Morris’ views were explaind in the Middle East Forum in this interview in 2010 Benny Morris: “The 1948 War Was an Islamic Holy War” (emphasis added):
Morris: What I discovered in the documentation relating to the war, at least from the Arab side, was that the war had a religious character, that the central element in the war was an imperative to launch jihad. There were other imperatives of course, political and others—but the most important from the enemy’s perspective was the element of the infidels who had the nerve to take control over sacred Muslim lands and the need to uproot them from there. The decisive majority in the Arab world saw the war first and foremost as a holy war, but until today historians have not examined the documentation that proves this. In my view, they have also ignored Arab rhetoric of the day, which universally included religious hatred against the Jews, because they thought the Arabs adopted this as normal speech that did not emanate from deep mental resources. They thought this was something superficial, that everyone talked like this. But I am positive the Arab spokesmen in 1948 did go beyond this and clearly and explicitly talked about jihad.

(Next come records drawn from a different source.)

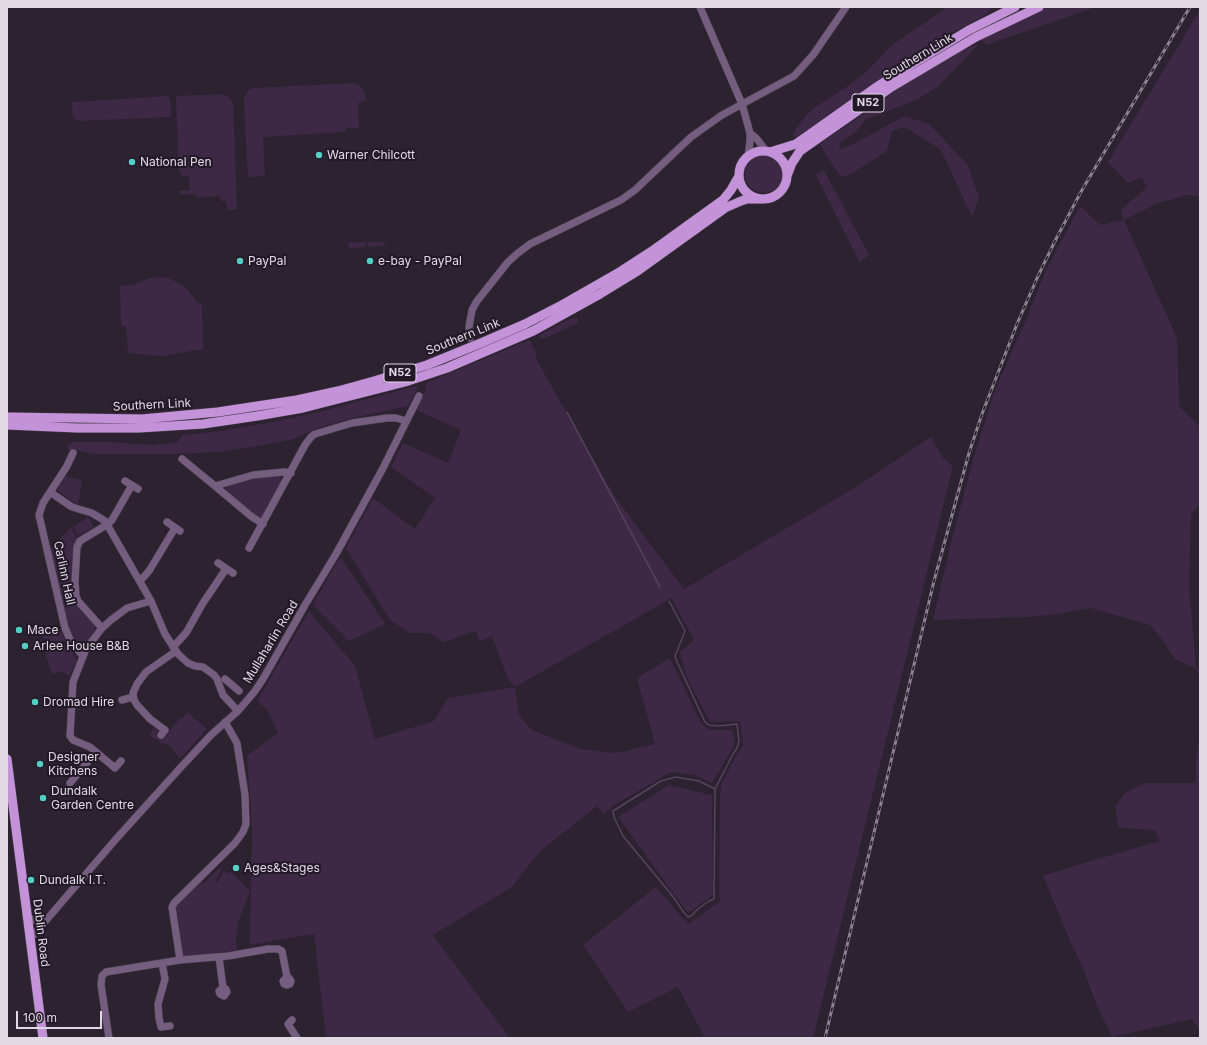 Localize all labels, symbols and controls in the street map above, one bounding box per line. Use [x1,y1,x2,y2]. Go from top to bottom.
street label: Southern Link [881,31,955,83]
road number: N52 [852,94,884,112]
place label: Warner Chilcott [327,148,415,162]
marker: Warner Chilcott [314,150,324,160]
place label: National Pen [140,155,212,169]
marker: National Pen [127,157,137,167]
place label: PayPal [248,254,286,268]
place label: e-bay - PayPal [378,254,462,268]
marker: PayPal [235,256,245,266]
marker: e-bay - PayPal [365,256,375,266]
street label: Southern Link [424,316,502,358]
road number: N52 [384,364,416,382]
street label: Southern Link [112,396,192,414]
street label: Carlinn Hall [50,540,78,606]
street label: Mullaharlin Road [241,598,301,686]
place label: Mace [27,623,58,637]
marker: Mace [14,625,24,635]
place label: Arlee House B&B [33,639,130,653]
marker: Arlee House B&B [20,641,30,651]
place label: Dromad Hire [43,695,114,709]
marker: Dromad Hire [30,697,40,707]
place label: Designer Kitchens [48,750,99,778]
marker: Designer Kitchens [35,759,45,769]
place label: Dundalk Garden Centre [51,784,134,812]
marker: Dundalk Garden Centre [38,793,48,803]
place label: Ages&Stages [244,861,320,875]
marker: Ages&Stages [231,863,241,873]
place label: Dundalk I.T. [39,873,106,887]
marker: Dundalk I.T. [26,875,36,885]
street label: Dublin Road [30,898,52,968]
scale bar [18,1003,104,1029]
text: 100 m [23,1010,57,1025]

The claim that those Arabs who became refugees was the result of “ethnic cleansing” also is inaccurate, as Morris explains:




To the extent there was ethnic cleansing, it took place in the areas captured by Jordan (the “West Bank”), where all Jews were expelled, Jewish religious places vandalized and destroyed, and Jews forbidden to live. Even the ancient Jewish Mount of Olives cemetery was not spared:

On the Mount of Olives, the Jordanian Arabs removed 38,000 tombstones from the ancient cemetery and used them as paving stones for roads and as construction material in Jordanian Army camps, including use as latrines. When the area was recaptured by Israel in 1967, graves were found open with the bones scattered. Parts of the cemetery were converted into parking lots, a filling station, and an asphalt road was built to cut through it. The Intercontinental Hotel was built at the top of the cemetery. Sadar Khalil, appointed by the Jordanian government as the official caretaker of the cemetery, built his home on the grounds using the stones robbed from graves. In 1967, the press published extensive photos documenting that Jewish gravestones were found in Jordanian Army camps, such as El Azariya, as well as in Palestinian walkways, steps, bathrooms, and pavement.

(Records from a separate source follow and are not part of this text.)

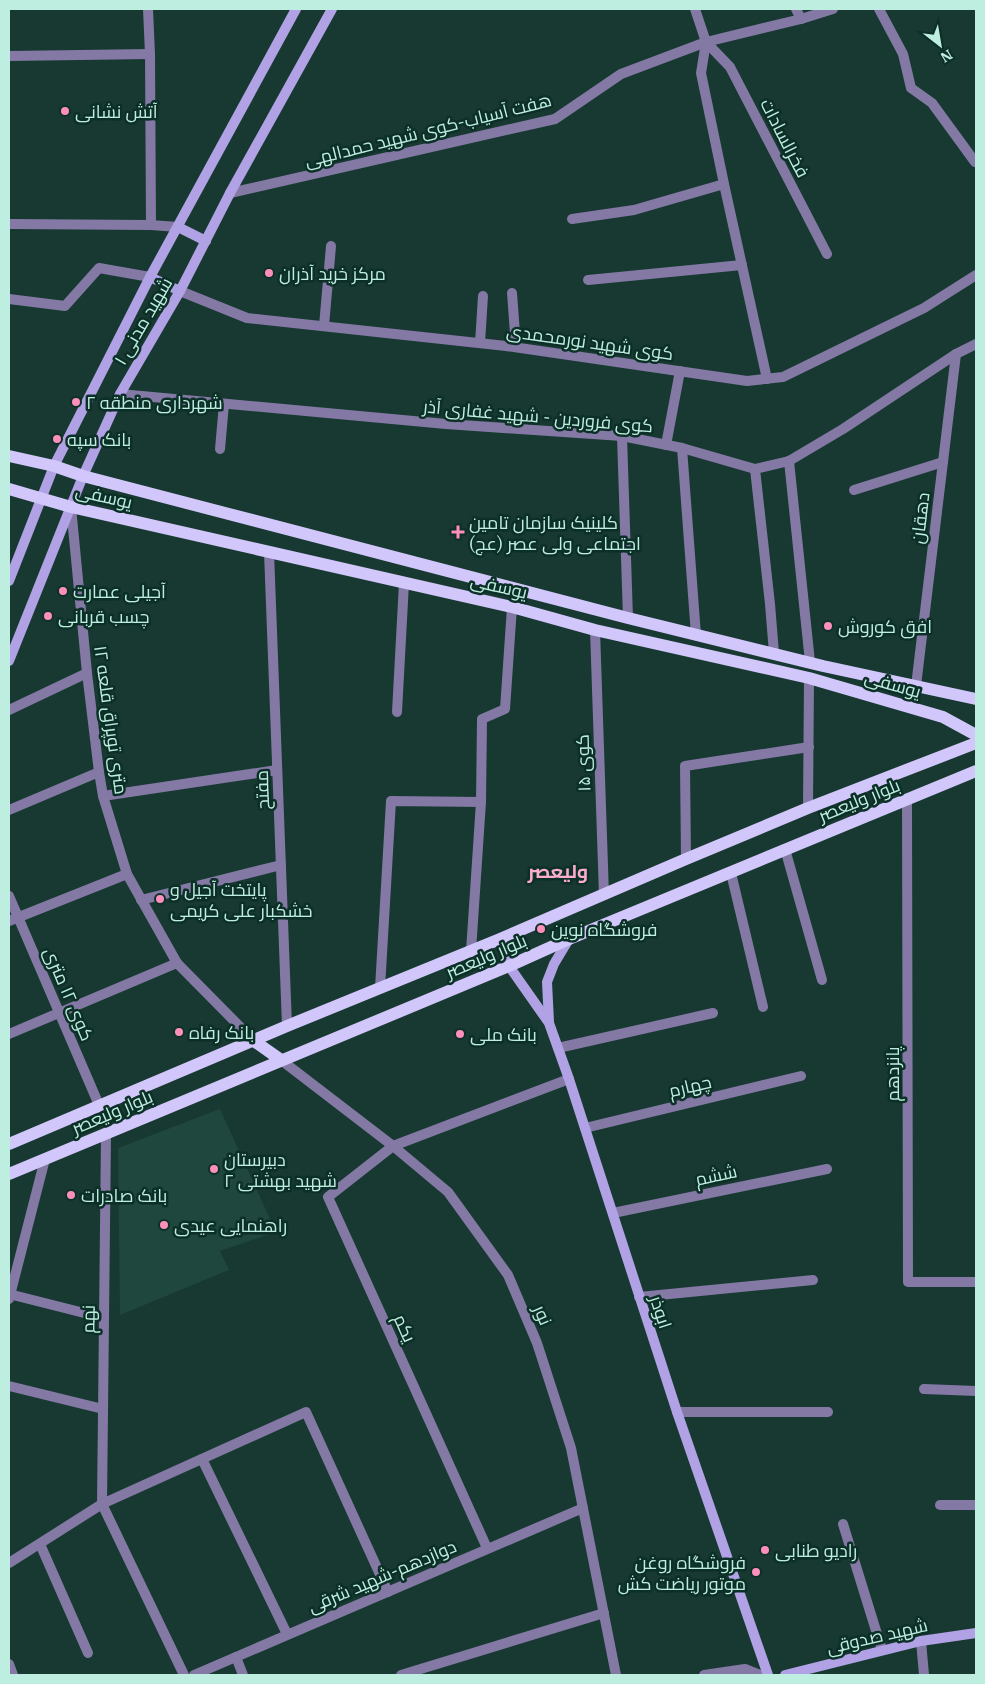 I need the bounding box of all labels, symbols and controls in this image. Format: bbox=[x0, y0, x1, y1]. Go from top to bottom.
north arrow bbox=[915, 20, 965, 70]
text: N bbox=[937, 46, 956, 67]
street label: هفت آسیاب-کوی شهید حمدالهی bbox=[302, 88, 554, 172]
street label: فخرالسادات bbox=[755, 95, 815, 181]
place label: آتش نشانی bbox=[75, 100, 158, 123]
marker: آتش نشانی bbox=[59, 105, 71, 117]
place label: مرکز خرید آذران bbox=[279, 262, 386, 285]
marker: مرکز خرید آذران bbox=[263, 267, 275, 279]
street label: شهید مدنی ۱ bbox=[109, 273, 177, 369]
street label: کوی شهید نورمحمدی bbox=[505, 319, 675, 365]
place label: شهرداری منطقه ۲ bbox=[86, 391, 223, 414]
street label: کوی فروردین - شهید غفاری آذر bbox=[421, 394, 654, 438]
marker: شهرداری منطقه ۲ bbox=[70, 396, 82, 408]
place label: بانک سپه bbox=[67, 428, 131, 451]
marker: بانک سپه bbox=[51, 433, 63, 445]
street label: یوسفی bbox=[73, 478, 135, 514]
street label: دهقان bbox=[905, 491, 935, 545]
place label: کلینیک سازمان تامین اجتماعی ولی عصر (عج) bbox=[469, 511, 641, 556]
marker: کلینیک سازمان تامین اجتماعی ولی عصر (عج) bbox=[451, 525, 465, 539]
street label: یوسفی bbox=[468, 568, 530, 604]
place label: آجیلی عمارت bbox=[73, 580, 166, 603]
marker: آجیلی عمارت bbox=[57, 585, 69, 597]
place label: چسب قربانی bbox=[58, 605, 150, 629]
marker: چسب قربانی bbox=[42, 610, 54, 622]
place label: افق کوروش bbox=[838, 615, 932, 639]
marker: افق کوروش bbox=[822, 620, 834, 632]
street label: ۱۲ متری توپراق قلعه bbox=[88, 644, 133, 796]
street label: یوسفی bbox=[862, 665, 924, 703]
street label: کوی ۱۵ bbox=[571, 734, 595, 792]
street label: مفتح bbox=[250, 770, 275, 810]
street label: بلوار ولیعصر bbox=[814, 773, 903, 827]
district label: ولیعصر bbox=[527, 859, 588, 883]
place label: پایتخت آجیل و خشکبار علی کریمی bbox=[170, 878, 313, 922]
marker: پایتخت آجیل و خشکبار علی کریمی bbox=[154, 893, 166, 905]
place label: فروشگاه نوین bbox=[551, 918, 657, 941]
marker: فروشگاه نوین bbox=[535, 923, 547, 935]
street label: بلوار ولیعصر bbox=[441, 929, 530, 984]
street label: کوی ۱۲ متری bbox=[39, 944, 99, 1044]
place label: بانک رفاه bbox=[189, 1021, 254, 1044]
place label: بانک ملی bbox=[470, 1023, 537, 1046]
marker: بانک رفاه bbox=[173, 1026, 185, 1038]
marker: بانک ملی bbox=[454, 1028, 466, 1040]
street label: پانزدهم bbox=[881, 1046, 905, 1102]
street label: چهارم bbox=[666, 1070, 714, 1103]
street label: بلوار ولیعصر bbox=[67, 1085, 156, 1140]
place label: دبیرستان شهید بهشتی ۲ bbox=[224, 1148, 337, 1192]
street label: ششم bbox=[693, 1159, 739, 1192]
marker: دبیرستان شهید بهشتی ۲ bbox=[208, 1163, 220, 1175]
place label: بانک صادرات bbox=[81, 1184, 167, 1207]
marker: بانک صادرات bbox=[65, 1189, 77, 1201]
place label: راهنمایی عیدی bbox=[174, 1214, 287, 1237]
marker: راهنمایی عیدی bbox=[158, 1219, 170, 1231]
street label: ابوذر bbox=[645, 1292, 677, 1331]
street label: نور bbox=[528, 1300, 557, 1329]
street label: نهم bbox=[76, 1305, 101, 1333]
street label: یکم bbox=[388, 1310, 421, 1346]
street label: دوازدهم-شهید شرقی bbox=[304, 1534, 460, 1619]
place label: رادیو طنابی bbox=[775, 1539, 857, 1562]
marker: رادیو طنابی bbox=[759, 1544, 771, 1556]
place label: فروشگاه روغن موتور ریاضت کش bbox=[618, 1551, 746, 1595]
marker: فروشگاه روغن موتور ریاضت کش bbox=[750, 1566, 762, 1578]
street label: شهید صدوقی bbox=[824, 1613, 930, 1659]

Equally important, there were an equal number of Jewish refugees created, as we explained in The other Nakbah: The ethnic cleansing of Jews in the Arab world:

Approximately half of Israel’s current Jewish population are such Jewish refugees from Arab countries or their descendents. This exchange of populations goes unrecognized because Israel absorbed and welcomed its refugess, while Arab countries — long before there was a “Palestinian” national identity — kept the non-Jewish Arab refugees in separate camps and refused them and their descendents citizenship or other civil rights in many cases.

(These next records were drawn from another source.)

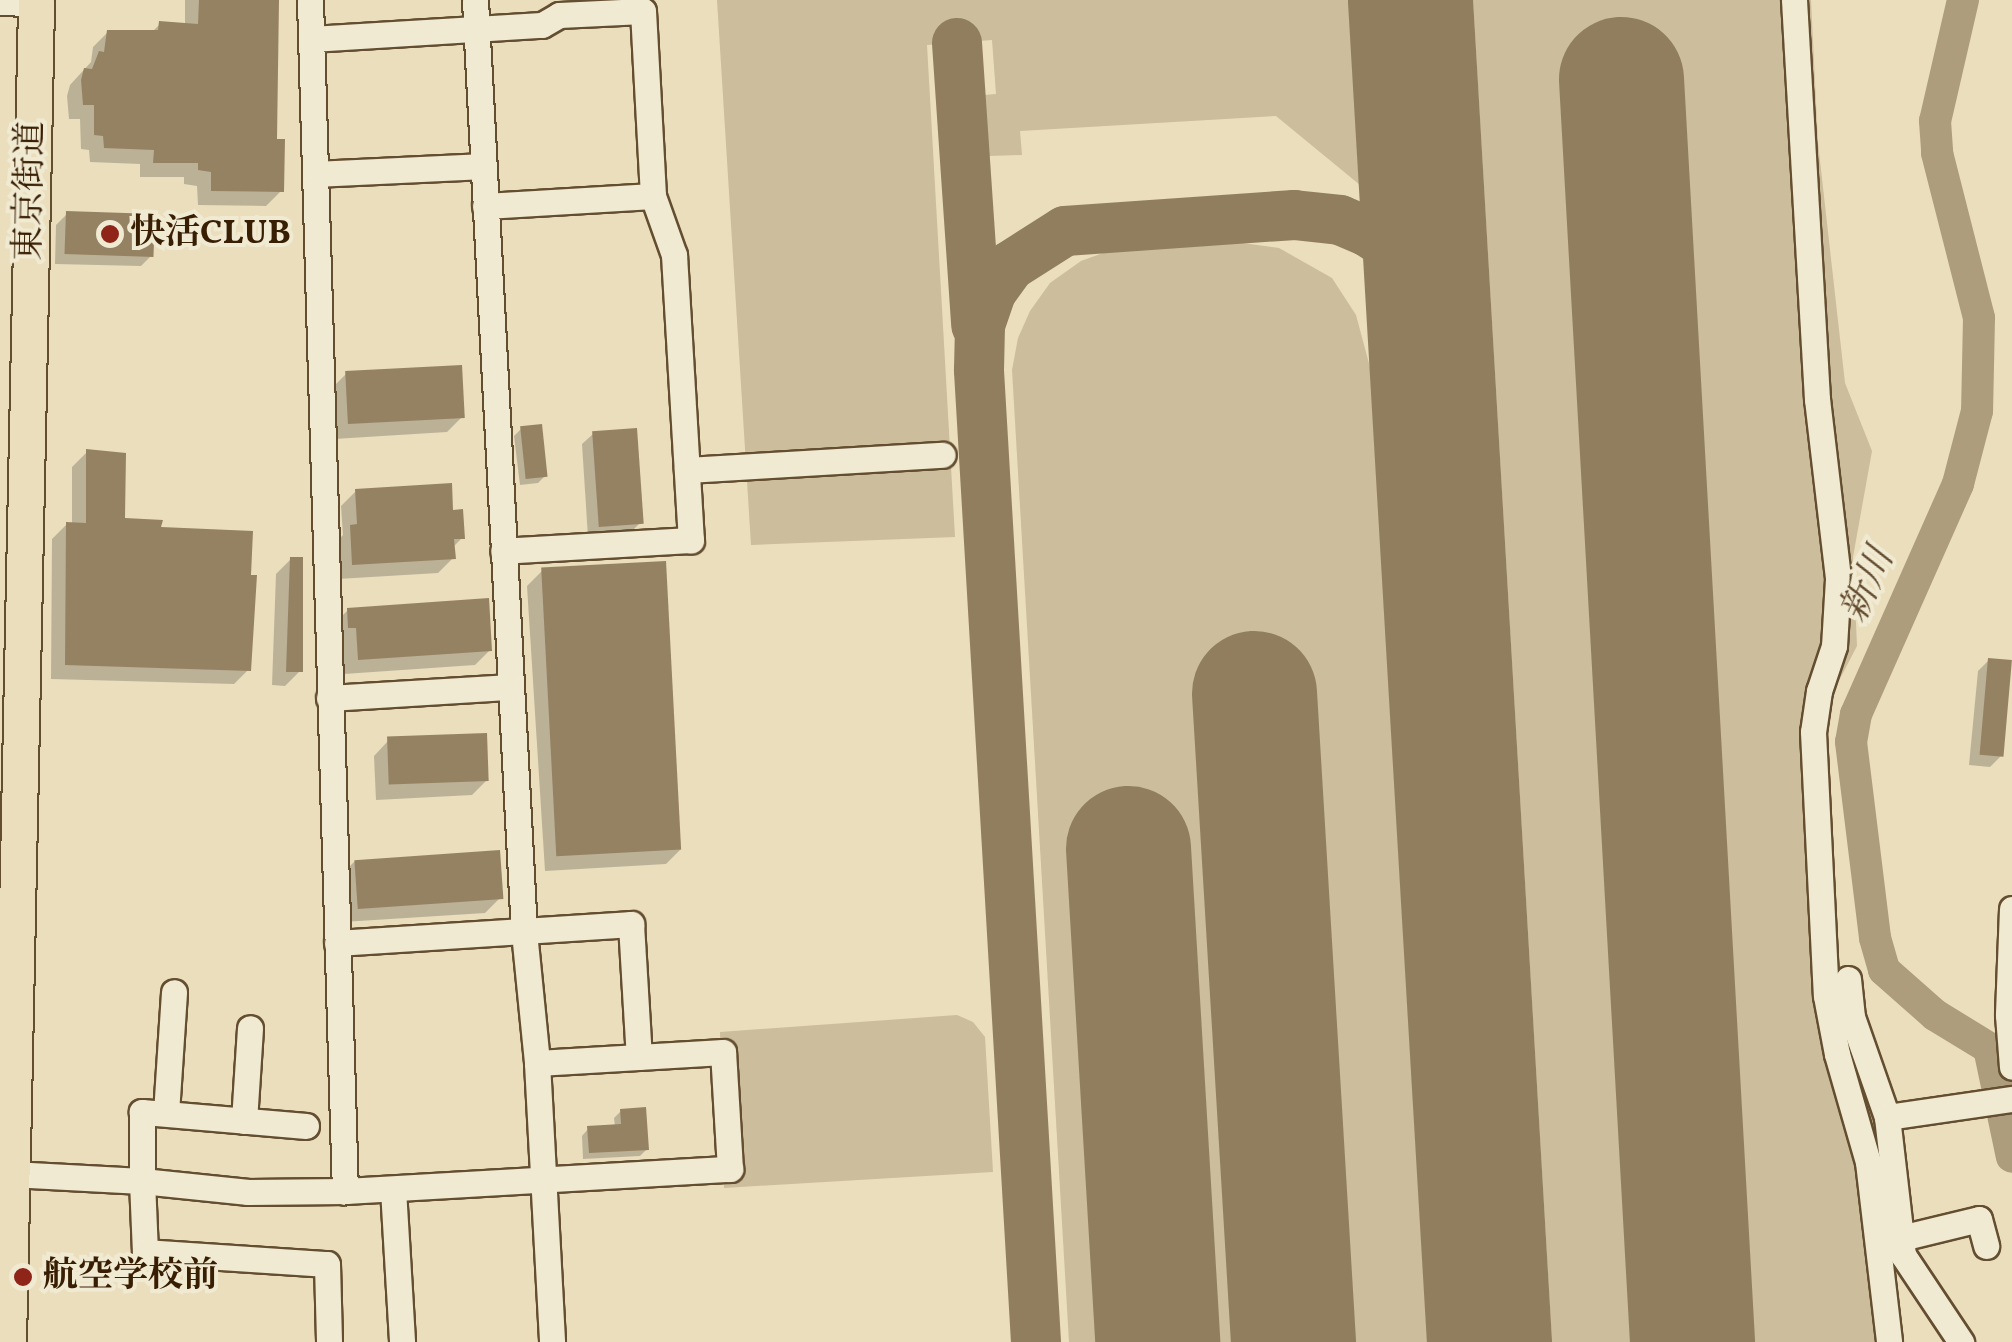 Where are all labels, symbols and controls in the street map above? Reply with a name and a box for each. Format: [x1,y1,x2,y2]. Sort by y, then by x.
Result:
street label: 東京街道 [9,121,53,261]
place label: 快活CLUB [130,213,291,255]
marker: 快活CLUB [99,223,121,245]
water label: 新川 [1833,542,1905,630]
place label: 航空学校前 [43,1256,218,1298]
marker: 航空学校前 [12,1266,34,1288]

Prof. Miriam Elman exhaustively examined this ethnic cleansing of Jews in November 30: Commemorating departure and expulsion of Jews from Arab and Muslim lands.

So Nakba Day is a significant day, but not for the reasons the Israel haters say.
It’s a day to remember that the Arabs rejected the 1947 U.N. Partition proposal, waged Holy Jihad against the Jews, and would have slaughtered the Jews en masse had Israel not won the war. That lesson is the key to understanding the conflict.